Preço da batata sobe 26% e coloca alimentos como os vilões da inflação

Grupo Alimentação e Bebidas lidera as altas de preços em maio, impactado pelo aumento nos preços de tubérculos e hortaliças

VIVIANE TAGUCHI

27/05/2026 • 14:35 • Atualizado em 27/05/2026 • 14:35

A entressafra da batata fez a produção cair e as chuvas também impactaram a oferta
A entressafra da batata fez a produção cair e as chuvas também impactaram a oferta - Foto: Reprodução

O IBGE divulgou nesta quarta-feira (27) o IPCA-15 de maio , que registrou alta de 0,62%. O grupo Alimentação e Bebidas foi o principal protagonista do período, apresentando a maior variação (1,38%) e o maior impacto individual no índice geral, com 0,30 ponto percentual.

Dentro desse grupo, a alimentação no domicílio foi pressionada por itens básicos da cesta de consumo. O destaque negativo ficou para a disparada nos preços de tubérculos e hortaliças, que pesaram no orçamento das famílias brasileiras.

Vilões da cesta básica

A batata-inglesa foi considerada o grande vilão do bolso do consumidor em maio. O tubérculo registrou uma alta expressiva que ultrapassou a marca dos 26%. Além da batata, outros itens essenciais apresentaram variações significativas no período.

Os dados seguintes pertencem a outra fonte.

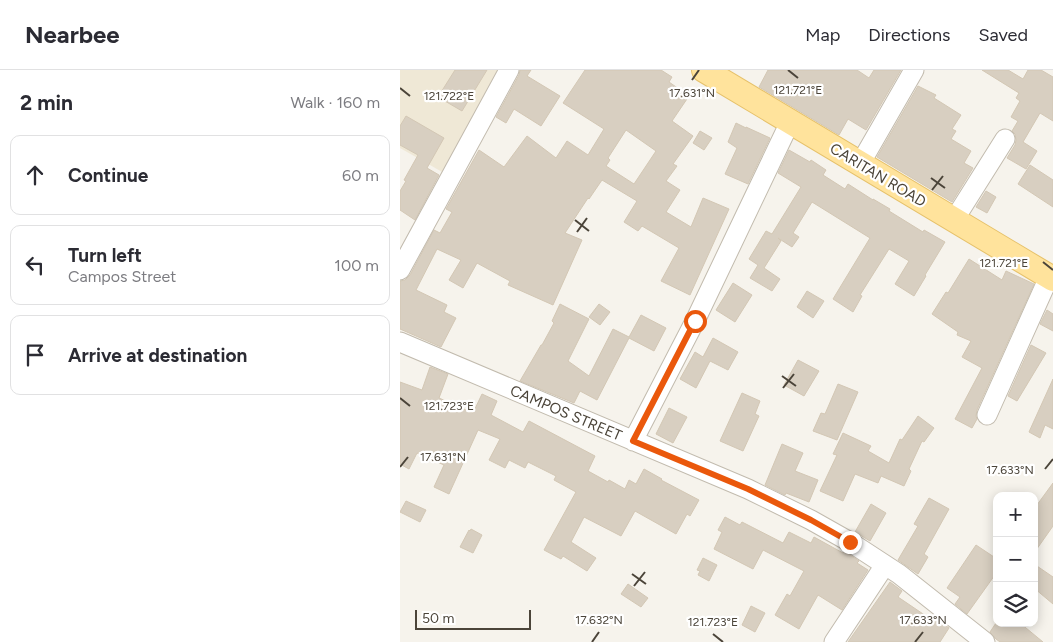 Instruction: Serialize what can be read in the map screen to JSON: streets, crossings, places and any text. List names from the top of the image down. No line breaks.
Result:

Confira os principais aumentos registrados no grupo Alimentação e Bebidas:

A batata-inglesa, um dos itens de maior peso na mesa dos brasileiros, liderou isoladamente a pressão inflacionária no setor de alimentos. O tomate e o leite longa vida também mantiveram a tendência de alta, dificultando o controle de gastos domésticos.

Entressafra e chuvas

Os preços da batata aumentaram muito nas últimas semanas devido à entressafra e o clima. Nesta terça-feira (26), a batata comum lavada foi cotada a R$ 164,87 por saca de 50 kg, uma alta de 3,91% em relação à semana anterior. Agrônomos apontam que, além do fator sazonal, o excesso de chuvas em ciclos anteriores prejudicou tanto o volume disponível quanto a qualidade do produto, pressionando os custos da cesta básica.

A produção nacional de batata concentra-se na região Centro-Sul do país. Os estados de Minas Gerais , Paraná e São Paulo são os maiores produtores. Já as regiões como o sul de Minas, Curitiba (PR) e o Sudoeste Paulista são fundamentais para garantir o abastecimento desses estados e do entorno.

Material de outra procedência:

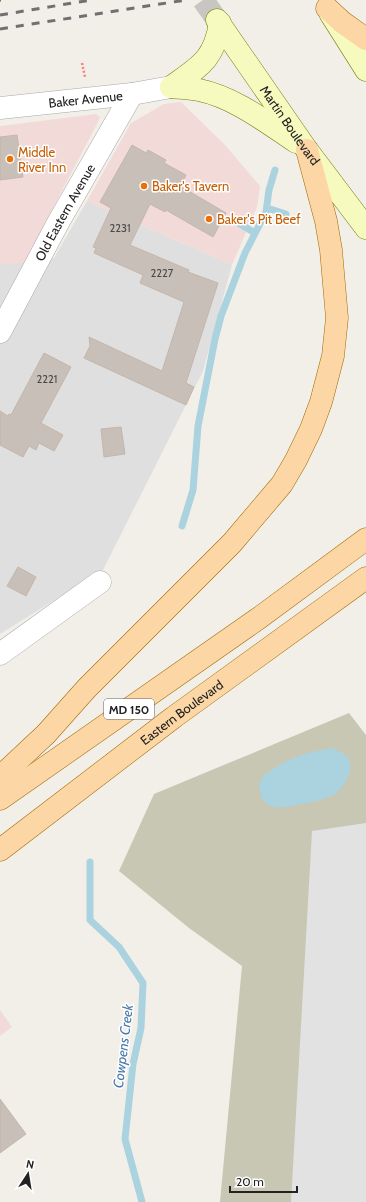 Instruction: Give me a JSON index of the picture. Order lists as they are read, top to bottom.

Dados do Instituto de Economia Agrícola (IEA) e do Cepea confirmam a volatilidade acentuada dos preços neste ano. Os patamares atuais superam significativamente os valores registrados no mesmo período do ano passado.

Para o consumidor final, a tendência é que o preço permaneça elevado até que a oferta da safra de inverno se normalize nas próximas semanas.

Alívios e outros impactos

Apesar da pressão generalizada no grupo de alimentos, alguns produtos registraram queda nos preços, o que ajudou a segurar um avanço ainda maior do índice. A maçã apresentou recuo de 2,32%, enquanto o café moído registrou queda de 2,09%.

Outro ponto de alívio veio da alimentação fora do domicílio. O setor apresentou desaceleração, passando de uma variação de 0,70% em abril para 0,51% em maio de 2026.

Além dos alimentos, o resultado de maio foi influenciado pelo grupo Habitação, que subiu 1,03%. O principal motor desse aumento foi a energia elétrica residencial, com alta de 2,16%. A elevação ocorreu devido à entrada em vigor da bandeira tarifária amarela, que adiciona um custo extra nas contas de luz dos consumidores.

Embora o IPCA-15 de 0,62% represente uma desaceleração em relação aos 0,89% de abril, o acumulado de 12 meses atingiu 4,64%. O valor superou o teto da meta estabelecida pelo Conselho Monetário Nacional (CMN) para o período.